*** Opening Data ***
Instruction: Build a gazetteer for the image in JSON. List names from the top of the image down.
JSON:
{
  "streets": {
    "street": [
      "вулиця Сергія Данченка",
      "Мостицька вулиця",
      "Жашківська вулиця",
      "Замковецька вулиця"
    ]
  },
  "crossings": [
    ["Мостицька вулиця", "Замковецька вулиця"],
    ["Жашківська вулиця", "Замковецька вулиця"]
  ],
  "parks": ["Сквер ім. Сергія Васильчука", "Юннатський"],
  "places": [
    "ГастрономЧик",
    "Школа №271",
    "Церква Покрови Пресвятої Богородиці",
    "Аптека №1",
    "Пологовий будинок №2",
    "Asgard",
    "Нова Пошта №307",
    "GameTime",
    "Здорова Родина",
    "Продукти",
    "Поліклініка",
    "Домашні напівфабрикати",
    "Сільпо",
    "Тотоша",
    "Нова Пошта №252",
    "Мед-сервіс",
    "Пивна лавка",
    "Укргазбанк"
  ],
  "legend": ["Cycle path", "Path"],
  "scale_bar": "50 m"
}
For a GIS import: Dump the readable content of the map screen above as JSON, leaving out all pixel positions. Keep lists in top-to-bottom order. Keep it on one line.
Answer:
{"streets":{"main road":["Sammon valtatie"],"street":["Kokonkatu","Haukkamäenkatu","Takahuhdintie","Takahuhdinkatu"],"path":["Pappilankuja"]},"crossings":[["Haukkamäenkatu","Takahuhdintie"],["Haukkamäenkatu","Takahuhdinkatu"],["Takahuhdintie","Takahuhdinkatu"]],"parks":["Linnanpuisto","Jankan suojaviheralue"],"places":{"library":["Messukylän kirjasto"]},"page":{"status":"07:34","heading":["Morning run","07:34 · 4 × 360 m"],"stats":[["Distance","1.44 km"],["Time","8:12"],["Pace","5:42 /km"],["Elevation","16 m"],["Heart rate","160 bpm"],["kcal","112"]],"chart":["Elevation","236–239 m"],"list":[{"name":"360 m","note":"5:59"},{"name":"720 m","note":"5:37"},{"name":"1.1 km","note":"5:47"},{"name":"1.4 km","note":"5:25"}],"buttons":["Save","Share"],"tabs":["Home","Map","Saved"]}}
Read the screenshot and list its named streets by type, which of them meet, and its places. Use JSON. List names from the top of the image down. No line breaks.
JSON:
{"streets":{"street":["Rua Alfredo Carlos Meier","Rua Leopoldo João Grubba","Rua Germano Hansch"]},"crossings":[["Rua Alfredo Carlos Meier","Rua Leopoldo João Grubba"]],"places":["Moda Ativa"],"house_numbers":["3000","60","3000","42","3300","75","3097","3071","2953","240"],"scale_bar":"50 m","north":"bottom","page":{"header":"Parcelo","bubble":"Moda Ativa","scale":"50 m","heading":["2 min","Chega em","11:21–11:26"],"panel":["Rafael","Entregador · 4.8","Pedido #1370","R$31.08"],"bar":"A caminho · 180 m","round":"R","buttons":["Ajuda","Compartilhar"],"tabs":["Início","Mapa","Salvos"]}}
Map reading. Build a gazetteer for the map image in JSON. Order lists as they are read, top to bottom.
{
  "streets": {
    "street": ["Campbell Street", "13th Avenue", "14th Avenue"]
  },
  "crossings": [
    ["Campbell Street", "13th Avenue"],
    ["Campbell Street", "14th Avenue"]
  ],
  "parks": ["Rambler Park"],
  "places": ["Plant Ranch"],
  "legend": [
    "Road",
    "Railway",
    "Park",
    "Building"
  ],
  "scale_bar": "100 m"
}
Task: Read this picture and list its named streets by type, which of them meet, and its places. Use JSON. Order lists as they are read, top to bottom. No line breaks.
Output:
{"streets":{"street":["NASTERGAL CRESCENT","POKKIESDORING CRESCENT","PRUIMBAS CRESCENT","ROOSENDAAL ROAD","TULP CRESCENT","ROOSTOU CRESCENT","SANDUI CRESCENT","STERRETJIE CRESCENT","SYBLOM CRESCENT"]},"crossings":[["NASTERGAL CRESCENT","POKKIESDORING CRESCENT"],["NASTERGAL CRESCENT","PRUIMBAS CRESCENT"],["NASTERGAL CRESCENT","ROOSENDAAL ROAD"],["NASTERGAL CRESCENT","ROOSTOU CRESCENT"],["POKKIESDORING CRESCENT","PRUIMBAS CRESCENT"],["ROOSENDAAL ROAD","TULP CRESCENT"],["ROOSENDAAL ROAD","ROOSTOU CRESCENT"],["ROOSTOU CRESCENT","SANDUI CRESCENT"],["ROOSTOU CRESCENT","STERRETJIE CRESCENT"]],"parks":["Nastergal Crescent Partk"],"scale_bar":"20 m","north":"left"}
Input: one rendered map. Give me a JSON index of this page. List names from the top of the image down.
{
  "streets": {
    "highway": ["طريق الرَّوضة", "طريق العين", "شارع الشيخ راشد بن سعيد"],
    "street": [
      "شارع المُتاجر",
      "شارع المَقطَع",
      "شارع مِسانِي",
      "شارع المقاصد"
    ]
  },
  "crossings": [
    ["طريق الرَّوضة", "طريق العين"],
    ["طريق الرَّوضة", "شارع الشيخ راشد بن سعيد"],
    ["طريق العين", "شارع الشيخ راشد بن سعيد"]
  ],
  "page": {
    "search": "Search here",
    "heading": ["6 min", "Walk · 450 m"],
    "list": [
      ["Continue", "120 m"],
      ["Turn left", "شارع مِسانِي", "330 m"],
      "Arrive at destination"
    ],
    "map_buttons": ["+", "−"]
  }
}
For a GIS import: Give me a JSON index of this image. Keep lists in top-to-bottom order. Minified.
*** Closing Data ***
- Exercise -
Quote all the records exactly, please, leaving none out.

- Solution to this problem -
Instruction: Build a gazetteer for the image in JSON. List names from the top of the image down.
JSON:
{
  "streets": {
    "street": [
      "вулиця Сергія Данченка",
      "Мостицька вулиця",
      "Жашківська вулиця",
      "Замковецька вулиця"
    ]
  },
  "crossings": [
    ["Мостицька вулиця", "Замковецька вулиця"],
    ["Жашківська вулиця", "Замковецька вулиця"]
  ],
  "parks": ["Сквер ім. Сергія Васильчука", "Юннатський"],
  "places": [
    "ГастрономЧик",
    "Школа №271",
    "Церква Покрови Пресвятої Богородиці",
    "Аптека №1",
    "Пологовий будинок №2",
    "Asgard",
    "Нова Пошта №307",
    "GameTime",
    "Здорова Родина",
    "Продукти",
    "Поліклініка",
    "Домашні напівфабрикати",
    "Сільпо",
    "Тотоша",
    "Нова Пошта №252",
    "Мед-сервіс",
    "Пивна лавка",
    "Укргазбанк"
  ],
  "legend": ["Cycle path", "Path"],
  "scale_bar": "50 m"
}
For a GIS import: Dump the readable content of the map screen above as JSON, leaving out all pixel positions. Keep lists in top-to-bottom order. Keep it on one line.
Answer:
{"streets":{"main road":["Sammon valtatie"],"street":["Kokonkatu","Haukkamäenkatu","Takahuhdintie","Takahuhdinkatu"],"path":["Pappilankuja"]},"crossings":[["Haukkamäenkatu","Takahuhdintie"],["Haukkamäenkatu","Takahuhdinkatu"],["Takahuhdintie","Takahuhdinkatu"]],"parks":["Linnanpuisto","Jankan suojaviheralue"],"places":{"library":["Messukylän kirjasto"]},"page":{"status":"07:34","heading":["Morning run","07:34 · 4 × 360 m"],"stats":[["Distance","1.44 km"],["Time","8:12"],["Pace","5:42 /km"],["Elevation","16 m"],["Heart rate","160 bpm"],["kcal","112"]],"chart":["Elevation","236–239 m"],"list":[{"name":"360 m","note":"5:59"},{"name":"720 m","note":"5:37"},{"name":"1.1 km","note":"5:47"},{"name":"1.4 km","note":"5:25"}],"buttons":["Save","Share"],"tabs":["Home","Map","Saved"]}}
Read the screenshot and list its named streets by type, which of them meet, and its places. Use JSON. List names from the top of the image down. No line breaks.
JSON:
{"streets":{"street":["Rua Alfredo Carlos Meier","Rua Leopoldo João Grubba","Rua Germano Hansch"]},"crossings":[["Rua Alfredo Carlos Meier","Rua Leopoldo João Grubba"]],"places":["Moda Ativa"],"house_numbers":["3000","60","3000","42","3300","75","3097","3071","2953","240"],"scale_bar":"50 m","north":"bottom","page":{"header":"Parcelo","bubble":"Moda Ativa","scale":"50 m","heading":["2 min","Chega em","11:21–11:26"],"panel":["Rafael","Entregador · 4.8","Pedido #1370","R$31.08"],"bar":"A caminho · 180 m","round":"R","buttons":["Ajuda","Compartilhar"],"tabs":["Início","Mapa","Salvos"]}}
Map reading. Build a gazetteer for the map image in JSON. Order lists as they are read, top to bottom.
{
  "streets": {
    "street": ["Campbell Street", "13th Avenue", "14th Avenue"]
  },
  "crossings": [
    ["Campbell Street", "13th Avenue"],
    ["Campbell Street", "14th Avenue"]
  ],
  "parks": ["Rambler Park"],
  "places": ["Plant Ranch"],
  "legend": [
    "Road",
    "Railway",
    "Park",
    "Building"
  ],
  "scale_bar": "100 m"
}
Task: Read this picture and list its named streets by type, which of them meet, and its places. Use JSON. Order lists as they are read, top to bottom. No line breaks.
Output:
{"streets":{"street":["NASTERGAL CRESCENT","POKKIESDORING CRESCENT","PRUIMBAS CRESCENT","ROOSENDAAL ROAD","TULP CRESCENT","ROOSTOU CRESCENT","SANDUI CRESCENT","STERRETJIE CRESCENT","SYBLOM CRESCENT"]},"crossings":[["NASTERGAL CRESCENT","POKKIESDORING CRESCENT"],["NASTERGAL CRESCENT","PRUIMBAS CRESCENT"],["NASTERGAL CRESCENT","ROOSENDAAL ROAD"],["NASTERGAL CRESCENT","ROOSTOU CRESCENT"],["POKKIESDORING CRESCENT","PRUIMBAS CRESCENT"],["ROOSENDAAL ROAD","TULP CRESCENT"],["ROOSENDAAL ROAD","ROOSTOU CRESCENT"],["ROOSTOU CRESCENT","SANDUI CRESCENT"],["ROOSTOU CRESCENT","STERRETJIE CRESCENT"]],"parks":["Nastergal Crescent Partk"],"scale_bar":"20 m","north":"left"}
Input: one rendered map. Give me a JSON index of this page. List names from the top of the image down.
{
  "streets": {
    "highway": ["طريق الرَّوضة", "طريق العين", "شارع الشيخ راشد بن سعيد"],
    "street": [
      "شارع المُتاجر",
      "شارع المَقطَع",
      "شارع مِسانِي",
      "شارع المقاصد"
    ]
  },
  "crossings": [
    ["طريق الرَّوضة", "طريق العين"],
    ["طريق الرَّوضة", "شارع الشيخ راشد بن سعيد"],
    ["طريق العين", "شارع الشيخ راشد بن سعيد"]
  ],
  "page": {
    "search": "Search here",
    "heading": ["6 min", "Walk · 450 m"],
    "list": [
      ["Continue", "120 m"],
      ["Turn left", "شارع مِسانِي", "330 m"],
      "Arrive at destination"
    ],
    "map_buttons": ["+", "−"]
  }
}
For a GIS import: Give me a JSON index of this image. Keep lists in top-to-bottom order. Minified.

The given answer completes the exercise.